Collected data:
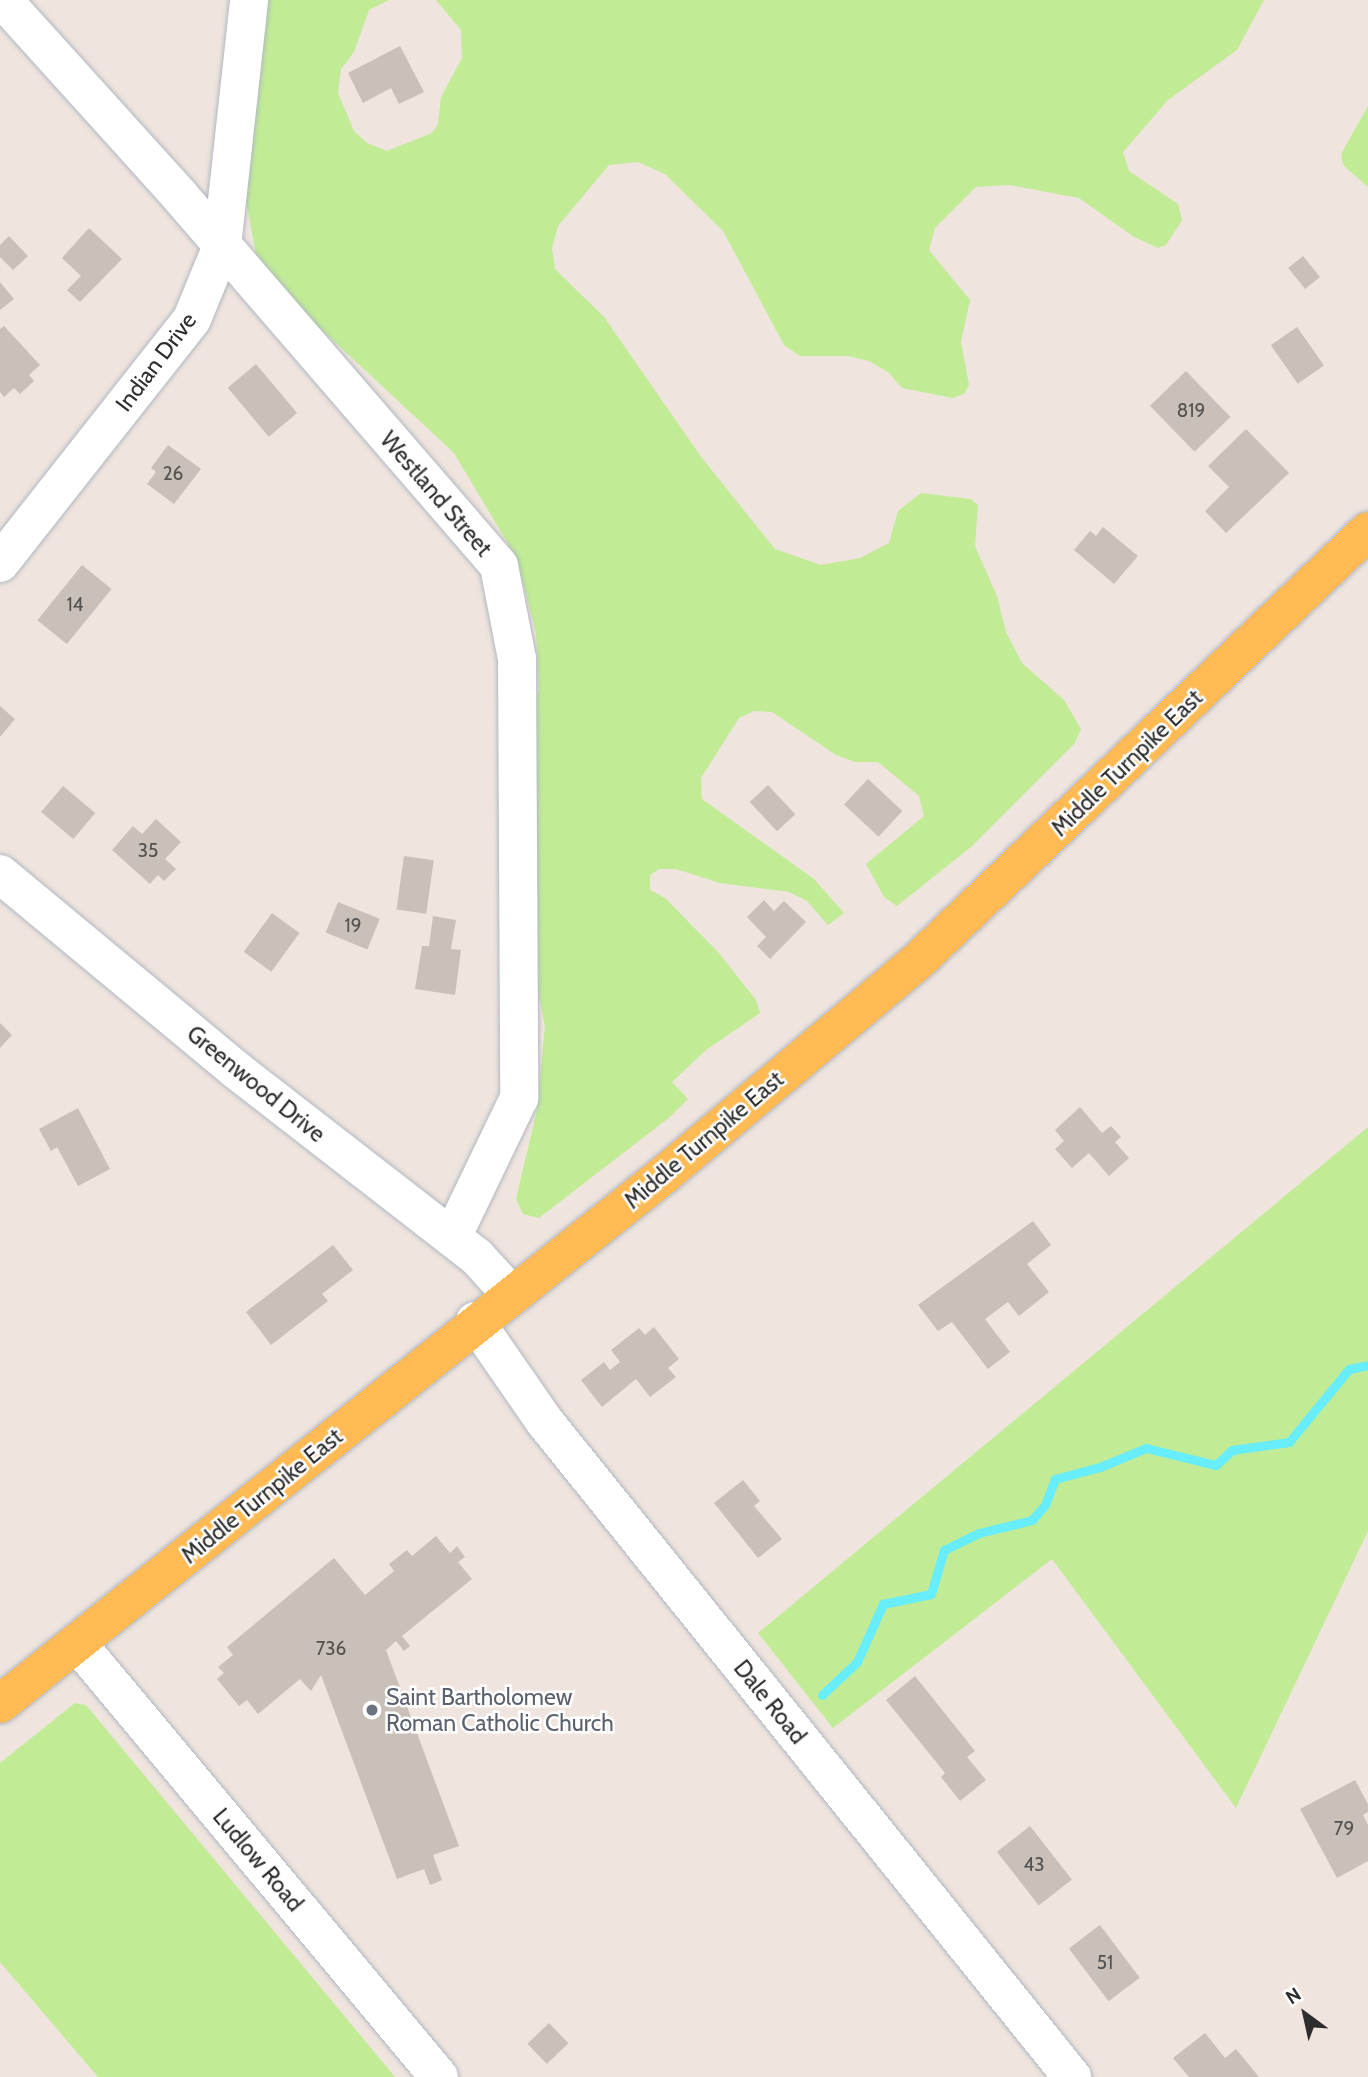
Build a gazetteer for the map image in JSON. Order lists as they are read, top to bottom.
{
  "streets": {
    "main road": ["Middle Turnpike East"],
    "street": [
      "Indian Drive",
      "Westland Street",
      "Greenwood Drive",
      "Dale Road",
      "Ludlow Road"
    ]
  },
  "crossings": [
    ["Indian Drive", "Westland Street"],
    ["Westland Street", "Greenwood Drive"],
    ["Middle Turnpike East", "Greenwood Drive"],
    ["Middle Turnpike East", "Dale Road"],
    ["Middle Turnpike East", "Ludlow Road"]
  ],
  "places": ["Saint Bartholomew Roman Catholic Church"],
  "house_numbers": [
    "819",
    "26",
    "14",
    "35",
    "19",
    "736",
    "79",
    "43",
    "51"
  ],
  "north": "top left"
}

### Task item
Because the pictures are not wanted, retype every record exactly without them.

### Response to the task
Build a gazetteer for the map image in JSON. Order lists as they are read, top to bottom.
{
  "streets": {
    "main road": ["Middle Turnpike East"],
    "street": [
      "Indian Drive",
      "Westland Street",
      "Greenwood Drive",
      "Dale Road",
      "Ludlow Road"
    ]
  },
  "crossings": [
    ["Indian Drive", "Westland Street"],
    ["Westland Street", "Greenwood Drive"],
    ["Middle Turnpike East", "Greenwood Drive"],
    ["Middle Turnpike East", "Dale Road"],
    ["Middle Turnpike East", "Ludlow Road"]
  ],
  "places": ["Saint Bartholomew Roman Catholic Church"],
  "house_numbers": [
    "819",
    "26",
    "14",
    "35",
    "19",
    "736",
    "79",
    "43",
    "51"
  ],
  "north": "top left"
}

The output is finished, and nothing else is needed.